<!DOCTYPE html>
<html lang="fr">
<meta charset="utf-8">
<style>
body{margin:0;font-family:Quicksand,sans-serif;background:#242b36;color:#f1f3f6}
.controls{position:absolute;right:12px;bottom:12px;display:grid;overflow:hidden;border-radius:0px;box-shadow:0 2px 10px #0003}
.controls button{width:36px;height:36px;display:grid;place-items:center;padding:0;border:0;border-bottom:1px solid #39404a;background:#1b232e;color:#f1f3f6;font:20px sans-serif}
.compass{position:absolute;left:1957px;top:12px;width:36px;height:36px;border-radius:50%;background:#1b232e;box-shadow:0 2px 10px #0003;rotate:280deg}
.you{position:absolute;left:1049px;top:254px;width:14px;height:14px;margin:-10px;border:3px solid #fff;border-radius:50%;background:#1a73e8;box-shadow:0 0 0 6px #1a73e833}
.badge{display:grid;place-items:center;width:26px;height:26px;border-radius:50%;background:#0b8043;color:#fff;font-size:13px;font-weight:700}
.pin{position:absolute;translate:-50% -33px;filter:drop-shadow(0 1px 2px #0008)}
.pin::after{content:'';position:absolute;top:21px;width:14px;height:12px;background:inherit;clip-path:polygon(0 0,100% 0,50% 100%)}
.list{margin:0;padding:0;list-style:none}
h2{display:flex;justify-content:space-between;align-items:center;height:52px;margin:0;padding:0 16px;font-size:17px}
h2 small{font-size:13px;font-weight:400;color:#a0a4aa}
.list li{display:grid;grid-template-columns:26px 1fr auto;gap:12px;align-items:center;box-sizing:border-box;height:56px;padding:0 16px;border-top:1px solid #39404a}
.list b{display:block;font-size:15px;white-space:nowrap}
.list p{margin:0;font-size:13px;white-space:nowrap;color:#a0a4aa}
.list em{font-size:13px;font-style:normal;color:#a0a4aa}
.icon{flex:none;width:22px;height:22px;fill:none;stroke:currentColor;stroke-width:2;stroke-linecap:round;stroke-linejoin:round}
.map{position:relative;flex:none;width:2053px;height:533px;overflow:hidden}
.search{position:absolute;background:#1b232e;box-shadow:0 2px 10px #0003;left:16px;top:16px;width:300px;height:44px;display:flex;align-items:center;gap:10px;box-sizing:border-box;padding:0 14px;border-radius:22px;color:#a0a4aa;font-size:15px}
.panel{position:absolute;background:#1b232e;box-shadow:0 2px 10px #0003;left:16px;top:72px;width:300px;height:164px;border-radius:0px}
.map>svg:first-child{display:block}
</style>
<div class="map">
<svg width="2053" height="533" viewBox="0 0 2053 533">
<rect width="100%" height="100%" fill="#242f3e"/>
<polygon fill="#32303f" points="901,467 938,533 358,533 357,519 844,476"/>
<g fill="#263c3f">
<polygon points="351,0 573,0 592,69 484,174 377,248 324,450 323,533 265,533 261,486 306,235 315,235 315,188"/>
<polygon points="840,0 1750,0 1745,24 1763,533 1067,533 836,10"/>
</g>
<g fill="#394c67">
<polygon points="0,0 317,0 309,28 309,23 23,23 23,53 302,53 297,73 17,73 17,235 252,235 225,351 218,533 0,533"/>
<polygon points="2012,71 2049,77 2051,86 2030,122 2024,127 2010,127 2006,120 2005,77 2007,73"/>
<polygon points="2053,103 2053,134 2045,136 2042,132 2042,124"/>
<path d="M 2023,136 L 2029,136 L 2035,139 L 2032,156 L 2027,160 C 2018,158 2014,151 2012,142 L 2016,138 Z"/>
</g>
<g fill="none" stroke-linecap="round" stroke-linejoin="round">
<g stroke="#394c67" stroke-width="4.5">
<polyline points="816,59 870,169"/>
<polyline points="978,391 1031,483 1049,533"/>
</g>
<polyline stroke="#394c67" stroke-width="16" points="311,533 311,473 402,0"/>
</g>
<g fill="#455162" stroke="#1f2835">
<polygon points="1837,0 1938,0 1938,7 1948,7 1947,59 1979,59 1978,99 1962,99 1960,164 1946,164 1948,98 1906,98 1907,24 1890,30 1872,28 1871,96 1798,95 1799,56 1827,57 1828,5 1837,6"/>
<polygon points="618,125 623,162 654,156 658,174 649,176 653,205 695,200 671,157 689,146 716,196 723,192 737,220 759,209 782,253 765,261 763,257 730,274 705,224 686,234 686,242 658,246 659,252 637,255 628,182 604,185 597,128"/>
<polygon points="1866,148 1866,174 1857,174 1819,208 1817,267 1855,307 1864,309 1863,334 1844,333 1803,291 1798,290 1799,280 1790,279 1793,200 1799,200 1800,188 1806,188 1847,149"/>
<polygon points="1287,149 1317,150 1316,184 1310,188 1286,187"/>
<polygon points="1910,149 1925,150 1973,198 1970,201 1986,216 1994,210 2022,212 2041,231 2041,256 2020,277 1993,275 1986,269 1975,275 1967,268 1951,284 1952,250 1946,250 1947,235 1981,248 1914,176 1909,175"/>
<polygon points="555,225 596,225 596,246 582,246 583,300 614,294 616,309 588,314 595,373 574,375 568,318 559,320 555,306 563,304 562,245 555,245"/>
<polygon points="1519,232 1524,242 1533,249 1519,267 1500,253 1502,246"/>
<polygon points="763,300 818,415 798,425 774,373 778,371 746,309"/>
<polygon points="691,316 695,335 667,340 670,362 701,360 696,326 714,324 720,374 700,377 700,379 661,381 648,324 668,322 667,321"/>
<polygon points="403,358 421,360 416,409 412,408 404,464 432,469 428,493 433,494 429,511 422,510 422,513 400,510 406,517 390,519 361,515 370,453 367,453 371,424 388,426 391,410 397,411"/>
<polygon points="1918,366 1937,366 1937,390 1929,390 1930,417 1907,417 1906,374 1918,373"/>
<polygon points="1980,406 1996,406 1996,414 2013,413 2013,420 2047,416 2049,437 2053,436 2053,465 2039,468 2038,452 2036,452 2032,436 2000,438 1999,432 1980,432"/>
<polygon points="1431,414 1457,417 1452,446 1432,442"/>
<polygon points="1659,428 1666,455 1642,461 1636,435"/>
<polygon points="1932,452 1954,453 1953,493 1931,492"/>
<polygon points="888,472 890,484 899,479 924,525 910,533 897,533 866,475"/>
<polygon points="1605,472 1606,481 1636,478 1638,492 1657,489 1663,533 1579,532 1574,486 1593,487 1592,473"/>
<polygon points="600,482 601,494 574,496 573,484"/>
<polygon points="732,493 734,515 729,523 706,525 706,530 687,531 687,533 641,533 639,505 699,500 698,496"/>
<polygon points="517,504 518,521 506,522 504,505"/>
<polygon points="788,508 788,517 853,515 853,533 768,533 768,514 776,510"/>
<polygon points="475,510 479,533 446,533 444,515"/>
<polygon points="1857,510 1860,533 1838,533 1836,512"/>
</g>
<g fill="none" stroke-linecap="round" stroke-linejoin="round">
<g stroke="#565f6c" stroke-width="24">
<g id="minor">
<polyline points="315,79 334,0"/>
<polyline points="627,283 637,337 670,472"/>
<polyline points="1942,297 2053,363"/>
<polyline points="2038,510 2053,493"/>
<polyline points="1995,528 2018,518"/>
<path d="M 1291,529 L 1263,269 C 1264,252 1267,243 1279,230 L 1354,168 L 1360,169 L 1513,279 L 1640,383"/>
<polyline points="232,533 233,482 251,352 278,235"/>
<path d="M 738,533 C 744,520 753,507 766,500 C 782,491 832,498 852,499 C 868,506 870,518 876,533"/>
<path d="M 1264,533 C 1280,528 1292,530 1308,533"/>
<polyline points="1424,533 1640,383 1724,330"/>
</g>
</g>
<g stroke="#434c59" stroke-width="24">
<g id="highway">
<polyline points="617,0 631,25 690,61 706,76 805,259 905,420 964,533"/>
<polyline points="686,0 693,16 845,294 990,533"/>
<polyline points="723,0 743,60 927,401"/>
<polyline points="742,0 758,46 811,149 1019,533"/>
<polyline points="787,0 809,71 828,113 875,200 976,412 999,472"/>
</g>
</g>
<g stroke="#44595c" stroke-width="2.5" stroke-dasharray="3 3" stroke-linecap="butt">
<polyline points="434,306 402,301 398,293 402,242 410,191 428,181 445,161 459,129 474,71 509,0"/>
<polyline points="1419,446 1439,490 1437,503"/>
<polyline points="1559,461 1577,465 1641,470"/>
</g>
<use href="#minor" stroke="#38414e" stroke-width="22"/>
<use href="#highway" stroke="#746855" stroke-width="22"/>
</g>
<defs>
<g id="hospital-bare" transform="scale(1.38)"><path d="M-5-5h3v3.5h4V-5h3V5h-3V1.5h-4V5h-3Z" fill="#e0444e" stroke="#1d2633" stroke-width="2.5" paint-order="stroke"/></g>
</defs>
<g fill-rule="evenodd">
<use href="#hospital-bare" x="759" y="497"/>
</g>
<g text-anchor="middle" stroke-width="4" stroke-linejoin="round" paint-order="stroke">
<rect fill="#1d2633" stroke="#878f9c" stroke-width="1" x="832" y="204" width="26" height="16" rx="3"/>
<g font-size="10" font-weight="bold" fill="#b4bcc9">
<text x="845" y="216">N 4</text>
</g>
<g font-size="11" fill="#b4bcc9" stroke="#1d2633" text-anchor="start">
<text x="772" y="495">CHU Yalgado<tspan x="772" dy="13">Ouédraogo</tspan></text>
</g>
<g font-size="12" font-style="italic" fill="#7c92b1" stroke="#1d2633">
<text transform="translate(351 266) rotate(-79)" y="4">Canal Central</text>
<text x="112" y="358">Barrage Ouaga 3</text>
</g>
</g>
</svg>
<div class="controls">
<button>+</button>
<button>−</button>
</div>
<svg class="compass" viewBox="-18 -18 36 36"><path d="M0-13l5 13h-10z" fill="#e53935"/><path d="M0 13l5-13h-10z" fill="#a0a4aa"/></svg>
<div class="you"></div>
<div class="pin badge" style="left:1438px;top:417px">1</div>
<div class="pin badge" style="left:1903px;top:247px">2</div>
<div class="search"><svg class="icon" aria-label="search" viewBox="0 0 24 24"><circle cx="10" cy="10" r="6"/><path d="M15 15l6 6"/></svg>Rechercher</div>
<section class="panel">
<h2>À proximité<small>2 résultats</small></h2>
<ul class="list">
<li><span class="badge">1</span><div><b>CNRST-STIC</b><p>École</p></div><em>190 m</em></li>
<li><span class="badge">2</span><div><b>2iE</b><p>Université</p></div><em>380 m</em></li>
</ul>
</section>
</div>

● **Task prompt**: State how many lines of the listing include "white", and nothing more.

● **Solved exercise**: 2